Located in the Tremont section of the Great Smoky Mountains in Tennessee, the Middle Prong Trail is 8.2 miles roundtrip, with Indian Flats Falls at the 4.1 mile mark. It then becomes the Greenbrier Ridge Trail, which leads to the Appalachian Trail.
Turning on Tremont Road, the Great Smoky Mountains Institute at Tremont is 2.2 miles at the stop sign, providing restrooms and a small gift shop (maps, t-shirts, hats, etc.). Continue another 3.1 miles along a gravel road to reach the trailhead.
The Middle Prong Trail was originally a railroad bed used by the Little River Railroad & Lumber Company, based in Townsend, Tennessee, which was one of the largest commercial logging operations in southern Appalachia, in operation for 38 years until 1939, with 150 miles of railroad. Visitors can find more information available at the Little River Railroad Museum web site.
“Best waterfall hike in the Smokies”
Having read this quote at hikinginthesmokies.com, I was encouraged to organize my gear and hike the area. Also, recent rainfall boded well for active streams. Following my adventure, I concur with the aforementioned sentiment!
Immediately after crossing a footbridge over the river, the trail forks – stay to the left to follow the river. Over the next 4.1 miles, elevation gain is 1140′ along a trail that I would rate as moderate in difficulty – some of the trail includes rocky terrain, and watch out for horse droppings (equestrians allowed).
Lynn Camp Falls
Lower Lynn Camp Falls
Lower Lynn Camp Falls was spectacular! At approx. 1/2 mile from the trailhead, this 35′ waterfall sends water crashing downward along a multi-tiered mountainside. While cognizant of safety concerns, one may traverse its ledges for a closer view.
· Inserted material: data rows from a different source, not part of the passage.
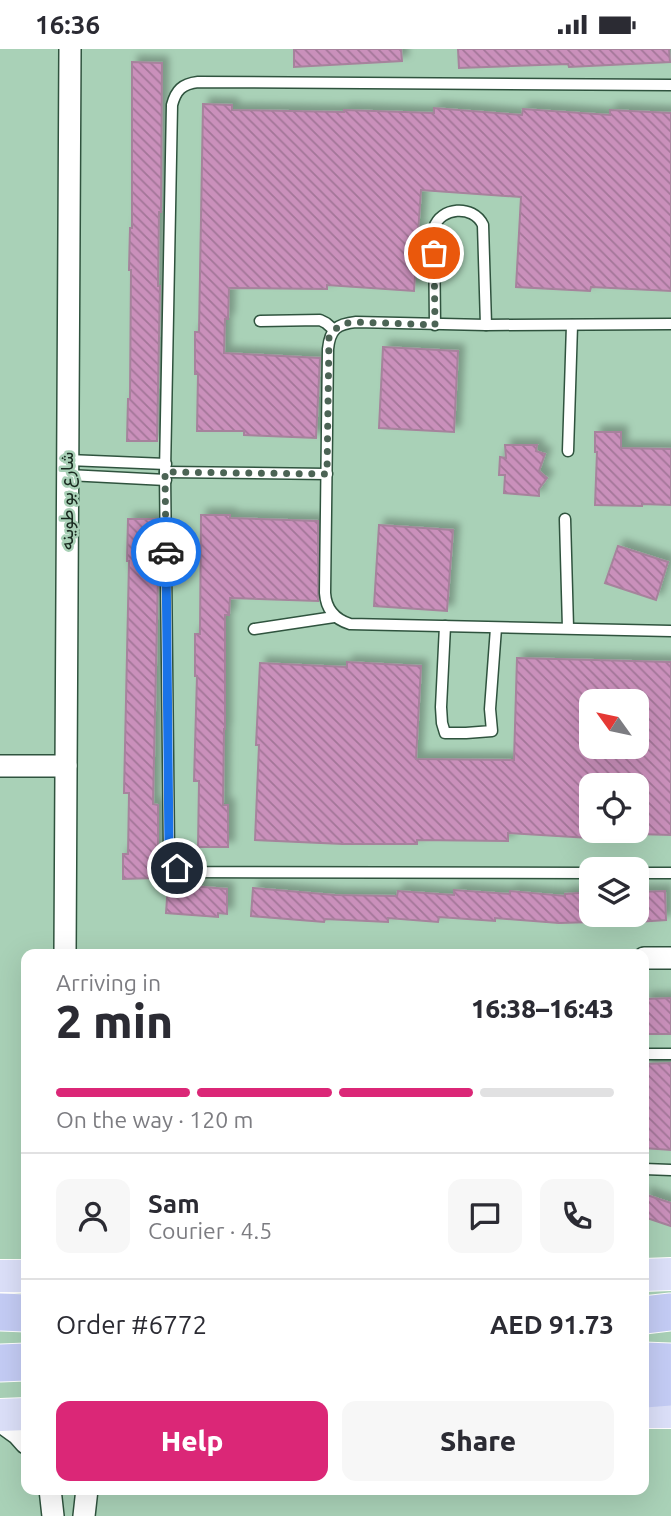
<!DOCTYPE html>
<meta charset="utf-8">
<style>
:root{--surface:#fff;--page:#f7f7f7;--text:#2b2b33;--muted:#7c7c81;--line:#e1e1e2;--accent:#db2777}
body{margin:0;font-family:Ubuntu,Vazirmatn,sans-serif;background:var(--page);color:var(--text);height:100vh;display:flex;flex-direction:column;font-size:26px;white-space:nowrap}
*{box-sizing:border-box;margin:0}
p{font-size:23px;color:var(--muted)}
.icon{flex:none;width:38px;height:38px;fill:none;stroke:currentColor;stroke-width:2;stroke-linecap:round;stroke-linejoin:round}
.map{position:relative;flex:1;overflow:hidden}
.details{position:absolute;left:21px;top:900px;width:628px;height:546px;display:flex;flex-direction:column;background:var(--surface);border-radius:14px;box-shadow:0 7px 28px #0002}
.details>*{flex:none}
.needle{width:46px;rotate:303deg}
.buttons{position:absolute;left:579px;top:640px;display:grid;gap:14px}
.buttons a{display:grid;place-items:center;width:70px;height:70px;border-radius:14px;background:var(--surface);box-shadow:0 7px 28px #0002;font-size:35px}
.pin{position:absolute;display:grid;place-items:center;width:60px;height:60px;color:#fff;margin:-30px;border:4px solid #fff;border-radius:50%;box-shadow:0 2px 7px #0007}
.courier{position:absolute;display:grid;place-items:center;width:70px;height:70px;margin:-35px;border:5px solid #1a73e8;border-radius:50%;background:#fff;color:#222;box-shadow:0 2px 9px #0007}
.head em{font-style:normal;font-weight:800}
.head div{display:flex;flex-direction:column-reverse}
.head{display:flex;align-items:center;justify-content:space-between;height:119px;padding:0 35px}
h1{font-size:46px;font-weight:800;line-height:52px}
.bar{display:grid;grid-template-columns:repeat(4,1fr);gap:10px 7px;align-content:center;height:84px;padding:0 35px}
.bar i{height:9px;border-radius:5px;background:var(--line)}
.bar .current{background:var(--accent)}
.bar p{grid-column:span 4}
.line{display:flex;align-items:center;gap:18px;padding:0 35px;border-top:2px solid var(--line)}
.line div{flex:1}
.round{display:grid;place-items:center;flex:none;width:74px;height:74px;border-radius:14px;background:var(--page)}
.primary-button{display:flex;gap:14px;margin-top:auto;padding:14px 35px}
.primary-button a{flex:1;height:80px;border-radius:14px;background:var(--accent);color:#fff;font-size:28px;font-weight:800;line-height:80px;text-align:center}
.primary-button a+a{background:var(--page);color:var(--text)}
.status{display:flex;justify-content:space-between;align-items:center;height:49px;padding:0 35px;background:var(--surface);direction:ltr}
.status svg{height:19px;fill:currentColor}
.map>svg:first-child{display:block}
.building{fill:url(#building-back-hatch);stroke:#a6839c;stroke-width:2;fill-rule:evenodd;filter:url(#shadow)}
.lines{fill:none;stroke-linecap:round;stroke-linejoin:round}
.lane-casing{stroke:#2f533e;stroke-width:13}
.street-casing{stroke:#2f533e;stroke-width:24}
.primary-casing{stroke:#fff;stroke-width:34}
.highway-casing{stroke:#fff;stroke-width:39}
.lane{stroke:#fff;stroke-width:10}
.street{stroke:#fff;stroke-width:21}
.primary{stroke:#dce0f9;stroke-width:32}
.highway{stroke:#c4ccf5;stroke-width:37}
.done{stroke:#4c6455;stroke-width:7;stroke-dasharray:0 12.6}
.route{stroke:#1a73e8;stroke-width:9}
.labels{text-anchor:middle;stroke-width:5;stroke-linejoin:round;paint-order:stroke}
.street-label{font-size:18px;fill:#1a2a20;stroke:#a9d1b7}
</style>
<div class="status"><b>16:36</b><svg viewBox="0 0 49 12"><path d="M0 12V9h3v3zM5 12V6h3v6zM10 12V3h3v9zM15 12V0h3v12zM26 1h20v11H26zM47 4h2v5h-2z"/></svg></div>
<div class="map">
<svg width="671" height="1467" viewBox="0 0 671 1467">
<defs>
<pattern id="building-back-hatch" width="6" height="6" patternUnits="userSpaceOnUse" patternTransform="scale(1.75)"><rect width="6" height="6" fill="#ca90bb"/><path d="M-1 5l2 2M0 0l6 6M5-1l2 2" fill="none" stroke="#a37698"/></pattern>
<filter id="shadow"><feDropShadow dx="6" dy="-6" stdDeviation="3.5" flood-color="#0004"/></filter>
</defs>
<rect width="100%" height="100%" fill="#a9d1b7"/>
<!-- building -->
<g class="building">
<path d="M294 0H401L402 12 294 18Z"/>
<path d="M458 0H669L670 13 569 18 568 15 459 19Z"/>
<path d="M132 13 162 14 161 163H159L158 237H160L157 392H127L128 350H130L131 221H129L130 179H132Z"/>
<path d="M203 55 232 56V61L344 63V61L434 64V59L522 66 523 60 610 66V61L671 64V242L591 238 590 242 516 238 521 148 421 141 414 242 327 236V240L229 239 228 270H225L224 304 320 309 316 389 244 386V382H197L198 325H195V283H199Z"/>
<path d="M383 298 458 302 454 383 379 379Z"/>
<path d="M595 383H621V399L671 400V456L642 455V457L595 456 597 403H595Z"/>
<path d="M505 396H537L536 402 545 405 539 422 547 429 539 440V447L504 444 505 426H499L500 408 506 409Z"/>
<path d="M201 466H230V469L318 472V552L230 549 229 566H225V680H224L223 756H228V798H198L199 732H194L197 627H195V585H200Z"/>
<path d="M128 470H157L156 526H158L153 755 158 756V798H156L155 829 123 830V805H128L129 744H124L129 512H127Z"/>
<path d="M379 476 453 481 447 562 374 557Z"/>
<path d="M618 497 668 513 656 551 605 534Z"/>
<path d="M517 609 671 613V786L637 785V737H592L589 789 508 784V792L417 791V795H343L255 791 259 696H256L260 614 347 618V613L421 617 416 710 514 711ZM590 653H637V705L589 703Z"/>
<path d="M168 835 227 840V865L218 864V868L166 864Z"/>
<path d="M253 839 335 846 397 847 398 842 454 846V841L510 845V842L565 847V845L592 843V873L559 874 495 869V872L439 868 438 873 388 869V873L325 870 324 873 251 867Z"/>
<path d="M665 842 666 871 637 873V843Z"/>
<path d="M671 949V985H644V950Z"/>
<path d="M671 1014V1101L644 1099V1015Z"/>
<path d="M644 1145 671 1154V1177L644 1168Z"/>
</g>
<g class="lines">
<!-- lane casing -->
<g class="lane-casing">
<g id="lane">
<path d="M260 272 320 271 326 274 334 281"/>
<path d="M671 275 486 276 356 273C337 275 330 280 328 300L325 544C326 560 334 570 350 575L671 582"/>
<path d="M435 276 434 179C440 158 473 155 483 176L486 276"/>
<path d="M568 402 572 276"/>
<path d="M68 411 166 415"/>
<path d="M165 423 327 425"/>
<path d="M68 426 166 431"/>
<path d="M565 470 568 579"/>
<path d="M445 577 441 658 442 674 445 684H466L492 682 490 660 496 579"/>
<path d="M254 580 334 568"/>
<path d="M592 824 189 823C176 821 171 815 169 803L165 423 172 56C176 41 182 35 198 33L671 36"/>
<path d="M637 824H671"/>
<path d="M644 1005H671"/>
<path d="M644 1120 671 1121"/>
</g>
</g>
<!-- street casing -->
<g class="street-casing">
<g id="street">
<path d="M0 717H66"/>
<path d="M65 905 70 0"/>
<path d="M644 909H671"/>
<path d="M0 1372 18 1385 26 1394"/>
<path d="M50 1440 53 1467"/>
<path d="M84 1467 87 1440"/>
</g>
</g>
<!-- primary casing -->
<g class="primary-casing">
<g id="primary">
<path d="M644 1226 671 1225"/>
<path d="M0 1227H26"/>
<path d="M644 1363H671"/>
<path d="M0 1366 26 1365"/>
</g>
</g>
<!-- highway casing -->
<g class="highway-casing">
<g id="highway">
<path d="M0 1263 26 1264"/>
<path d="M644 1266 671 1263"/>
<path d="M644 1312 671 1313"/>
<path d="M0 1314 26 1313"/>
<path d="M644 1340 671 1338"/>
</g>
</g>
<!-- lane -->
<use href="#lane" class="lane"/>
<!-- street -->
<use href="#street" class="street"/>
<!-- primary -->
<use href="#primary" class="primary"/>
<!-- highway -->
<use href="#highway" class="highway"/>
</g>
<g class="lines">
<!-- done -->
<path class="done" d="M166 503 165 423 327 425 329 288C336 277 343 274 356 273L435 276 434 204"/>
<!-- route -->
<path class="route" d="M166 503 169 803 171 813 177 819"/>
</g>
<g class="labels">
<!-- street labels -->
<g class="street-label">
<text transform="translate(67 452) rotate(-90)" y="6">شارع بو طوينه</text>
</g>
</g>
</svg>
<div class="buttons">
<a><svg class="needle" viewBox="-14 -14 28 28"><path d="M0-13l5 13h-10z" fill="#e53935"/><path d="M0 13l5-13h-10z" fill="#7c7c81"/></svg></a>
<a><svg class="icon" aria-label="locate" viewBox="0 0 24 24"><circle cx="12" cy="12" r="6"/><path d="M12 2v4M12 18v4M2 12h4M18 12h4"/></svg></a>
<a><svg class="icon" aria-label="layers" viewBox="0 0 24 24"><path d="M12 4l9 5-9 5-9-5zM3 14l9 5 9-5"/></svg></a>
</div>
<div class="pin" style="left:434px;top:204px;background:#ea580c"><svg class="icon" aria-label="bag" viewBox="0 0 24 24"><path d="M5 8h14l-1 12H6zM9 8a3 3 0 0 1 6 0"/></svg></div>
<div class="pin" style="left:177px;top:819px;background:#1f2937"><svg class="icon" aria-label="home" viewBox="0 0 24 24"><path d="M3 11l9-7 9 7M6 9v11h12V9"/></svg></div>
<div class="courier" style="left:166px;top:503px"><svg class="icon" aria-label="car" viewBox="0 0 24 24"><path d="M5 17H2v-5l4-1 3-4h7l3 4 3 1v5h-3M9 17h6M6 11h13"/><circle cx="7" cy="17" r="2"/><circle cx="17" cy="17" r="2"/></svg></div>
<section class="details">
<div class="head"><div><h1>2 min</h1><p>Arriving in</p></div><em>16:38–16:43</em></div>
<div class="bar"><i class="current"></i><i class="current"></i><i class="current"></i><i></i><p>On the way · 120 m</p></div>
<div class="line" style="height:126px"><a class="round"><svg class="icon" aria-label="person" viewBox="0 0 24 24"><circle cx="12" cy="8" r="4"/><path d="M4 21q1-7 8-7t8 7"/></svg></a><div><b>Sam</b><p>Courier · 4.5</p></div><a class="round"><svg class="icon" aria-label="chat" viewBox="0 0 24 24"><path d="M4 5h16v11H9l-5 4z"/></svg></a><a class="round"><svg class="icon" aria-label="phone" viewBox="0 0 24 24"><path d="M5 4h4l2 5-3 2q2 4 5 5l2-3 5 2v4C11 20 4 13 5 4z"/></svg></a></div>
<div class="line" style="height:91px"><div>Order #6772</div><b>AED 91.73</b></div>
<div class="primary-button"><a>Help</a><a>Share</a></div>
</section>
</div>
Without further adieu, here’s a short video of Lower Lynn Camp Falls:
If you’d be interested in prints featuring photographs of Lower Lynn Camp Falls, then please visit my gallery at Pixels to see more. Select from these options: framed, canvas, art, wood, metal or acrylic.
Upper Lynn Camp Falls
Back on the trail for less than 100 yards, hikers encounter the Upper Lynn Camp Falls. Though not as tall, this picturesque waterfall features interesting rock structures channeling the scenic Lynn Camp Prong. It’s also possible to climb near the falls, but please be aware of prevailing – potentially hazardous – surface conditions.
Here’s a short video of Upper Lynn Camp Falls:
A variety of prints featuring photographs of Upper Lynn Camp Falls are available in my gallery at Pixels.
Back On The Trail
Returning to my trek, it wasn’t easy to stop marveling at the abundant beauty of the river, though I did enjoy additional points of interest along the way.
Sights along the trail:
Indian Flats Falls
Following several switchbacks and an increase in elevation, I observed an offshoot of the trail tucked behind a leafy-bush. It certainly wasn’t obvious and there were no signs to follow, but I knew that I must be close to Indian Flats Falls, so I turned right and proceeded into the forest. This was a much more difficult, albeit brief, section of the trail. If you make the hike, prepare to climb over and under downed trees, and exercise caution moving across larger, moss-covered rocks.
Upper & Lower Indian Flats Falls
When I arrived at Indian Flats Falls, I was the only person on site for the next 1/2 hour. This allowed me the leisure of taking several photographs, as well as finding a seat to enjoy my packed-lunch (peanut butter sandwich, banana, energy bar, h2o).
Indian Flats Falls actually has three sections; however, the bottom section was not accessible – and, the Lower Indian Flats Falls does require a rather difficult descent.
Here’s a short video of both Upper & Lower Indian Flats Falls:
Several prints of Indian Flats Falls are available in my gallery at Pixels – with customization options, allowing you to make it your own!
I hope that you’ve enjoyed this post highlighting the beauty of nature, as found along the Middle Prong Trail. It certainly was a wonderful experience, and I’d recommend it to anyone in the area interested in hiking.
Thanks for stopping by ~ enjoy the great outdoors!